▶ **WHAT NEEDS TO BE DONE**
For the listing below, give the number of lines that contain the word "strokeStyle" and no other text.

▶ **DATA FOR THIS EXERCISE**
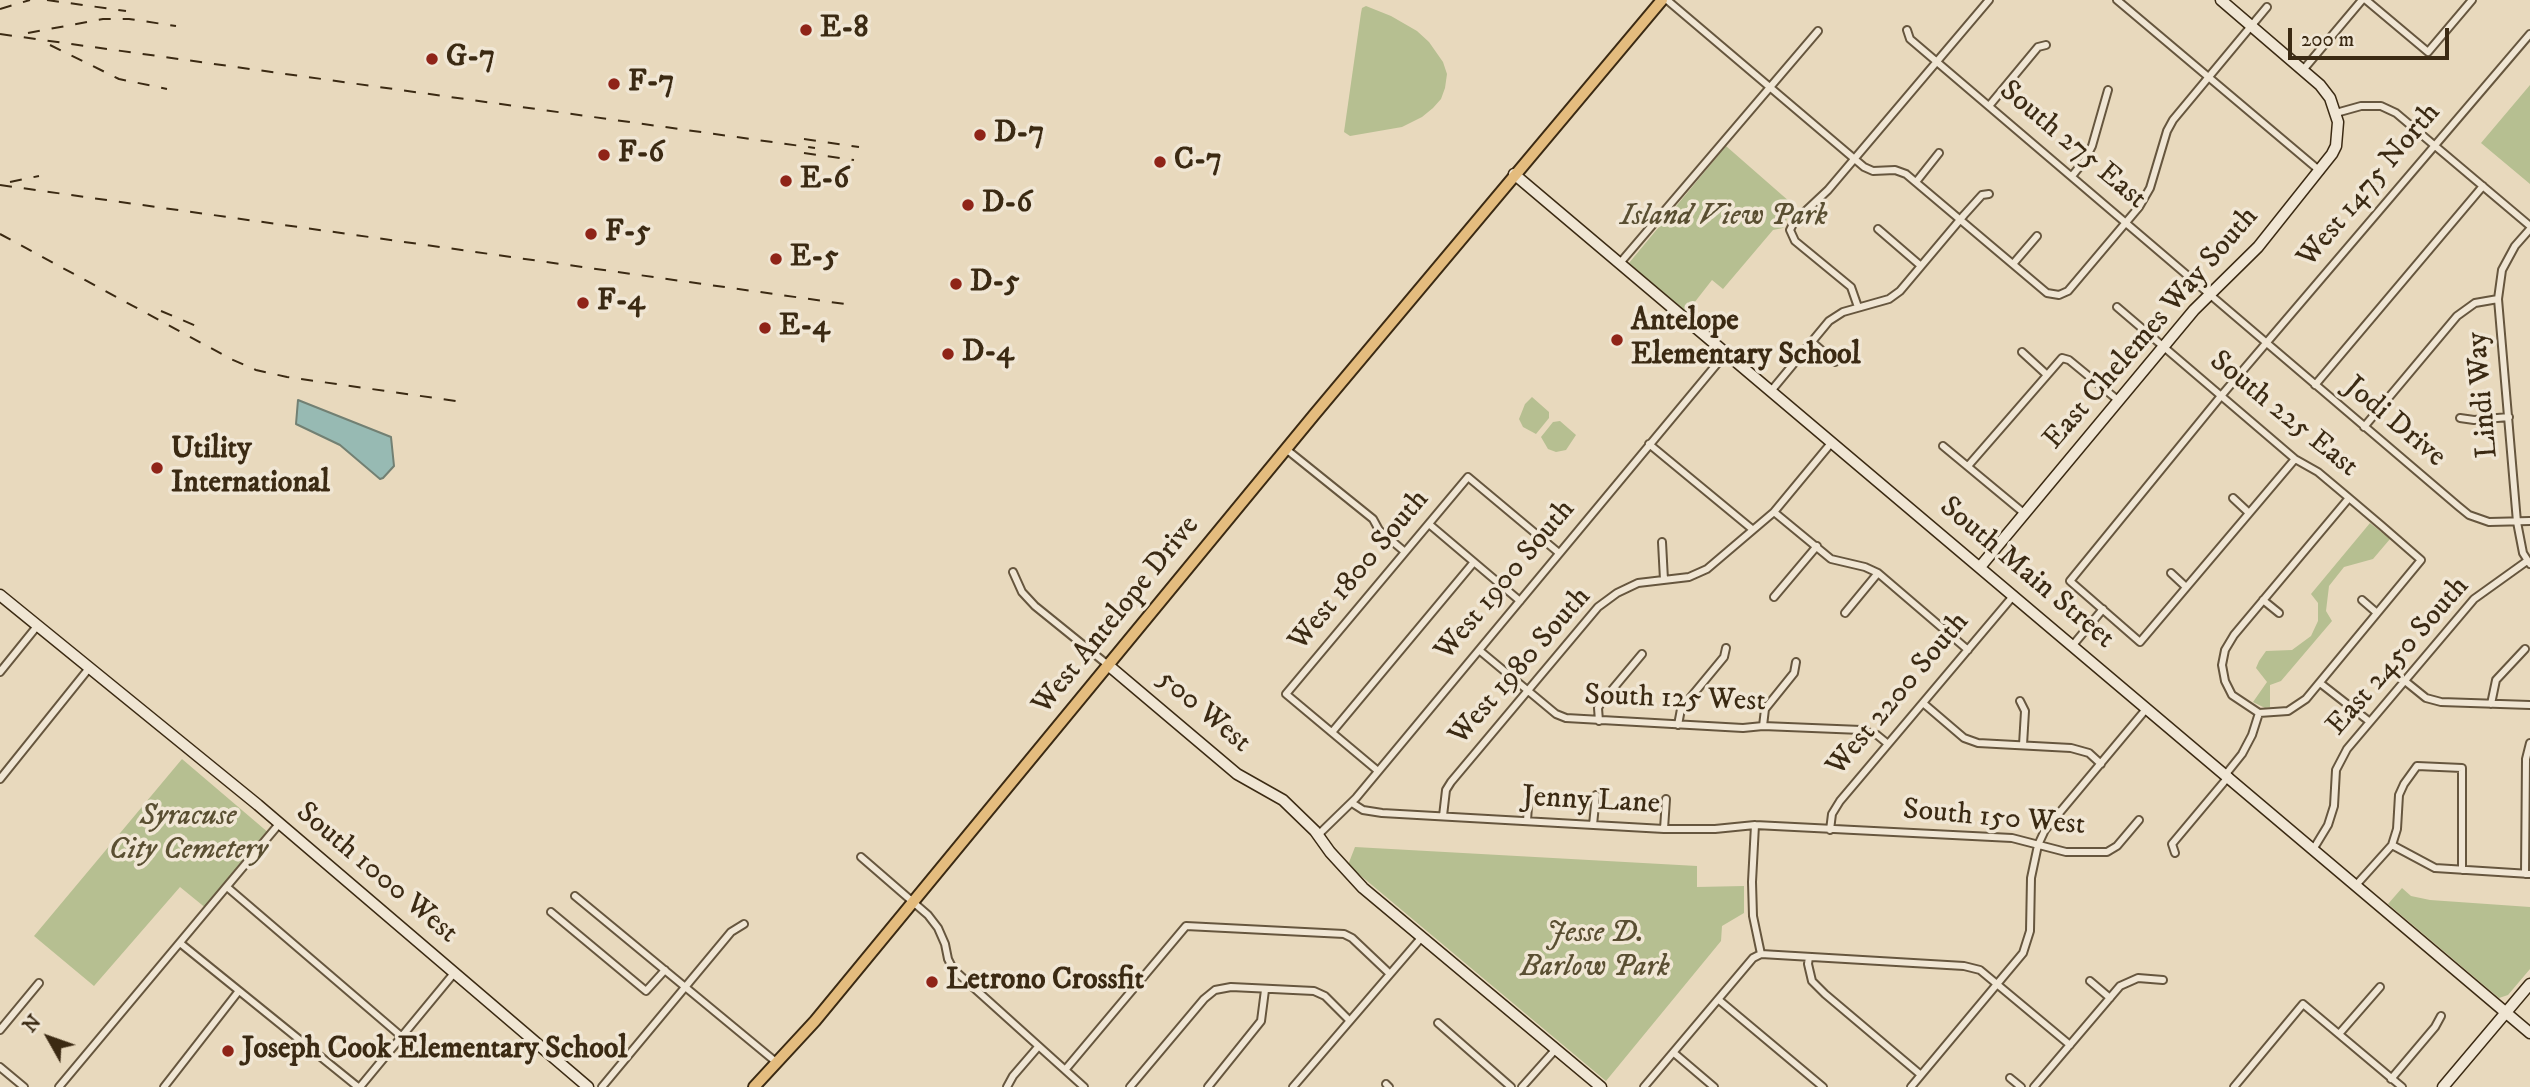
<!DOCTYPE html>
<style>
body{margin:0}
#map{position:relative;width:2530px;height:1087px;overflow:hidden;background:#e8d9bd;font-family:"IM FELL DW Pica",serif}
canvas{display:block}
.north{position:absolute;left:14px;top:1003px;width:70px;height:70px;-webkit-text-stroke:5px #f0e6d4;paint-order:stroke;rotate:310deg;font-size:19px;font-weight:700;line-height:28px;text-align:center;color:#3b2a13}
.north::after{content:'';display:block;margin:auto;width:24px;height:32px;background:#3b2a13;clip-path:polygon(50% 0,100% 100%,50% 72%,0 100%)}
.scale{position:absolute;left:2288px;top:28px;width:161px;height:32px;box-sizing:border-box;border:4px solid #3b2a13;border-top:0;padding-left:9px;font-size:21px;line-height:24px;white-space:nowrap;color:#3b2a13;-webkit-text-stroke:5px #f0e6d4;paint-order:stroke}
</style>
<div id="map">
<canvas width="2530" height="1087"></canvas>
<div class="north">N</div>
<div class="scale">200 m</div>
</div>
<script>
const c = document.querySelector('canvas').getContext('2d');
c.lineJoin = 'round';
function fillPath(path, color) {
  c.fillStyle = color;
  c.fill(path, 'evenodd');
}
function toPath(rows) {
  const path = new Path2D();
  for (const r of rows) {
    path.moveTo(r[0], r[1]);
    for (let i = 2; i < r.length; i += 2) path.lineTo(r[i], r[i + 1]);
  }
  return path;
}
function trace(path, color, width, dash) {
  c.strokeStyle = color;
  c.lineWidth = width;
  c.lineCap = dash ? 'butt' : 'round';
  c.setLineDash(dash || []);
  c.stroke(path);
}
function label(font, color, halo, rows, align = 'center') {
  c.font = font + ' "IM FELL DW Pica",serif';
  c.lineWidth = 7;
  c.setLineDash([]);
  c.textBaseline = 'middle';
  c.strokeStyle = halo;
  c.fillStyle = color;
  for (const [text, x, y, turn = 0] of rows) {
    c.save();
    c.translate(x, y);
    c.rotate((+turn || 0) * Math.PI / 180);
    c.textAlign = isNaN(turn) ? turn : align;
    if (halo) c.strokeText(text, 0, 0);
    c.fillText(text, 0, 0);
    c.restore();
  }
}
fillPath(toPath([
 [1366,6,1391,16,1417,31,1429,42,1443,62,1447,74,1445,88,1441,99,1433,108,1422,117,1402,127,1350,136,1344,132,1361,13,1362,8],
 [2530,85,2530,184,2481,143],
 [1726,146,1798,209,1787,219,1783,228,1773,230,1723,289,1712,280,1687,312,1629,263],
 [1532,397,1549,412,1549,418,1536,434,1523,427,1519,419,1525,404],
 [1560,421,1576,435,1566,450,1556,452,1548,449,1541,437,1553,422],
 [2370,523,2390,539,2373,559,2344,567,2329,586,2326,611,2332,621,2281,681,2270,685,2270,707,2265,708,2253,702,2267,682,2256,668,2259,661,2266,651,2292,650,2311,636,2318,621,2318,603,2311,594],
 [182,759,270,834,207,909,180,887,94,986,34,936],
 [1355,847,1697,866,1697,887,1744,886,1744,913,1722,926,1721,941,1606,1081,1348,865],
 [2402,888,2411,896,2430,900,2530,907,2530,969,2508,995,2499,998,2388,904]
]), '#b6bf91');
const water = toPath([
 [298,400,391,437,394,466,383,478,380,479,340,445,296,424,298,400]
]);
fillPath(water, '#97bab3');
trace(water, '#728073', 2);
const street = toPath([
 [1667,0,1864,167,1873,171,1895,170,1906,174,2047,293,2059,295,2068,291,2139,207,2150,188,2167,131,2173,120,2267,7],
 [2117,0,2320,171],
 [2366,0,2428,52,2472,0],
 [1907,30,1910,39,2458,506,2469,515,2489,522,2530,521],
 [2303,70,2362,0],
 [1989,106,2038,47,2046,45],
 [2336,113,2361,106,2381,106,2396,113,2530,226],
 [2072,176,2085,160,2092,146,2108,90],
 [1916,182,1939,153],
 [1878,229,1921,266],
 [1620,263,1818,31],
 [2013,264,2037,236],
 [1858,307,1851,287,1795,241,1790,230,1794,222,1828,190,1989,0],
 [2117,307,2295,459,2318,472,2349,498,2382,526,2421,560,2306,699,2288,711,2259,713,2232,695,2225,681,2222,665,2225,650,2234,635,2349,498],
 [1812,342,1835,362],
 [2022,352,2046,374],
 [2315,385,2483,186],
 [1771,391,1829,321,1843,312,1889,299,1900,291,1964,215,1982,195,1989,194],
 [2460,418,2474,420,2509,417],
 [2364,427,2457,316,2475,303,2498,299],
 [1649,444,1752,529],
 [1943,446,2025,514],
 [1286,449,1373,519,1379,530,1405,552],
 [2295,459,2140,642,2070,581,2221,396,2530,34],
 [1968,466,2062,358,2069,360,2119,401],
 [2233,498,2249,513],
 [1774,512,1831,559,1865,567,1878,573,1968,650],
 [1429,524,1520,601],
 [1662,542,1664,580],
 [2530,564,2523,553,2517,522,2498,299,2502,270,2515,246,2530,229],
 [1013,572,1022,592,1035,606,1108,665],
 [2171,573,2186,587],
 [1774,597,1817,546],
 [2263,600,2279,613],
 [2362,600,2377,613],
 [1845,613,1878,573],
 [2073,645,2103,609],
 [1479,650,1556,714,1566,718,1743,728,1763,726,1861,730,1877,735,1888,744],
 [0,672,38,625],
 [2405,681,2426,698,2441,702,2530,705],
 [2320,683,2370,722],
 [2020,701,2025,711,2023,745],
 [1923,703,1964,738,1978,743,2071,748,2089,753,2101,764],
 [2491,704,2496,680,2525,649],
 [1599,721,1598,708,1601,703,1642,654],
 [1678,725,1681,709,1724,657,1726,648],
 [1763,726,1765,709,1794,673,1796,662],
 [1333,731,1474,562],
 [1378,771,1286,694,1468,477,1559,553],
 [2226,774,2242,754,2252,735,2259,713],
 [0,779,90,667],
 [1352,803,1363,810,1382,813,1664,829,1715,829,1755,825,2012,838,2066,852,2107,852,2117,846,2139,820],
 [1443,816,1446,790,1451,782,1598,607,1617,593,1638,583,1689,577,1707,569,1774,512,1832,442],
 [1527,821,1529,791],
 [1593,825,1596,795],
 [1755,825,1752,882,1753,916,1761,954],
 [1664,829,1666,799],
 [1830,830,1832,814,1840,801,2014,595],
 [1318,835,1356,798,1726,353],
 [2392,845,2435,868,2530,874],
 [2314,848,2328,825,2334,806,2336,770,2347,749,2474,599,2527,561],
 [2175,853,2172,844,2229,776],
 [861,857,928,915,938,928,945,944,948,959,953,969,1084,1087],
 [2525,874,2526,759,2530,743],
 [2357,884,2392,845,2397,829,2399,795,2404,784,2417,766,2462,768,2462,870],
 [227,887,401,1036],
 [575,896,776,1062],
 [551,912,646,991,665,970],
 [180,943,358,1087],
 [1761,954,1964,966,1980,970,2070,1045],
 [1809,957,1808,964,1812,981,1825,994,1921,1075],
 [2090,981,2110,998],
 [1719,1000,1823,1087],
 [1438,1023,1511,1087],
 [0,1030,39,983],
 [2339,1034,2380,987],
 [1674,1053,1714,1087],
 [0,1067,24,1087],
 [1065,1070,1186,926,1344,934,1352,938,1390,974],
 [2010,1078,2021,1087],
 [2391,1079,2435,1027,2441,1016],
 [1386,1084,1389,1087],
 [59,1087,279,824],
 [164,1087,238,992],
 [360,1087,455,972],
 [602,1087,731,932,744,924],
 [1007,1087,1013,1076,1038,1047],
 [1130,1087,1204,999,1215,990,1231,987,1314,991,1325,996,1349,1020],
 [1208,1087,1261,1021,1265,990],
 [1293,1087,1421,938],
 [1522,1087,1555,1050],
 [1644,1087,1753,958,1761,954],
 [1911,1087,2023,953,2030,931,2031,878,2038,845,2045,830,2147,708],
 [2034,1087,2120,986,2138,978,2163,980],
 [2234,1087,2303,1004,2402,1087]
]);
const secondary = toPath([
 [1514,174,2530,1033],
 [1980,567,2194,310,2258,247,2332,154,2336,146,2338,122,2330,98,2320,85,2221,0],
 [0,595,258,805,588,1087],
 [1108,665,1237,774,1283,800,1315,831,1330,852,1363,888,1601,1087],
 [2443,1087,2530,984]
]);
const primary = toPath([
 [754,1087,815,1021,1314,415,1662,0]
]);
trace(street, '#66563e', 10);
trace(secondary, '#3b2a13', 13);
trace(primary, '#3b2a13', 14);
trace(street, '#f0e6d4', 6);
trace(secondary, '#f0e6d4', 10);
trace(primary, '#e4bc7e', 10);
trace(toPath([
 [47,0,126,11],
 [0,9,30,0],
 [28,33,103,19,129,19,176,26],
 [0,34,815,148],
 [50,45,119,79,167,89],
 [804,139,859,147],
 [804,153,854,160],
 [10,182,39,176],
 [0,185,852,305],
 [0,234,231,359,256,370,287,377,456,401],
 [161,311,201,328]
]), '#3b2a13', 2, [12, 12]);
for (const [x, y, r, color] of [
 [806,30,7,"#8f2418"],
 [432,59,7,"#8f2418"],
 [614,84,7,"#8f2418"],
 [980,135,7,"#8f2418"],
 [604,155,7,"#8f2418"],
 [1160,162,7,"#8f2418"],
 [786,181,7,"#8f2418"],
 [968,205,7,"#8f2418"],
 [591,234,7,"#8f2418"],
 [776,259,7,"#8f2418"],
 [956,284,7,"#8f2418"],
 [583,303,7,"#8f2418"],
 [765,328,7,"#8f2418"],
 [1617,340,7,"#8f2418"],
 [948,354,7,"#8f2418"],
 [157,468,7,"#8f2418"],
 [932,982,7,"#8f2418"],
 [228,1051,7,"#8f2418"]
]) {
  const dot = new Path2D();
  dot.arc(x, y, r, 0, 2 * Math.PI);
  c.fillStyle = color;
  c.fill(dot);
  trace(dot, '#f0e6d4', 2.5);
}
label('bold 30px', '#3b2a13', '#f0e6d4', [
 ["E-8",820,30],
 ["G-7",446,59],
 ["F-7",628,84],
 ["D-7",994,135],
 ["F-6",618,155],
 ["C-7",1174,162],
 ["E-6",800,181],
 ["D-6",982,205],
 ["F-5",605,234],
 ["E-5",790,259],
 ["D-5",970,284],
 ["F-4",597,303],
 ["Antelope",1631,323],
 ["Elementary School",1631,357],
 ["E-4",779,328],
 ["D-4",962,354],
 ["Utility",171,451],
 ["International",171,485],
 ["Letrono Crossfit",946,982],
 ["Joseph Cook Elementary School",242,1051]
], 'left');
label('30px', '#3b2a13', '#f0e6d4', [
 ["South 275 East",2072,146,40],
 ["West 1475 North",2370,186,-50],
 ["East Chelemes Way South",2152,329,-49],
 ["Lindi Way",2484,395,-95],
 ["South 225 East",2283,415,39],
 ["Jodi Drive",2394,423,40],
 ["West 1800 South",1360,571,-50],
 ["South Main Street",2026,574,40],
 ["West 1900 South",1506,581,-50],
 ["West Antelope Drive",1117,616,-51],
 ["East 2450 South",2399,657,-49],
 ["West 1980 South",1521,667,-49],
 ["West 2200 South",1899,695,-50],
 ["South 125 West",1675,700,2],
 ["500 West",1203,712,40],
 ["Jenny Lane",1591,802,3],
 ["South 150 West",1994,819,5],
 ["South 1000 West",376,874,40]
]);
label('italic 30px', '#5a4f32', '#f0e6d4', [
 ["Island View Park",1724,218],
 ["Syracuse",188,818],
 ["City Cemetery",188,852],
 ["Jesse D.",1595,935],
 ["Barlow Park",1595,969]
]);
</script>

▶ **REPLY TO THE TASK**
2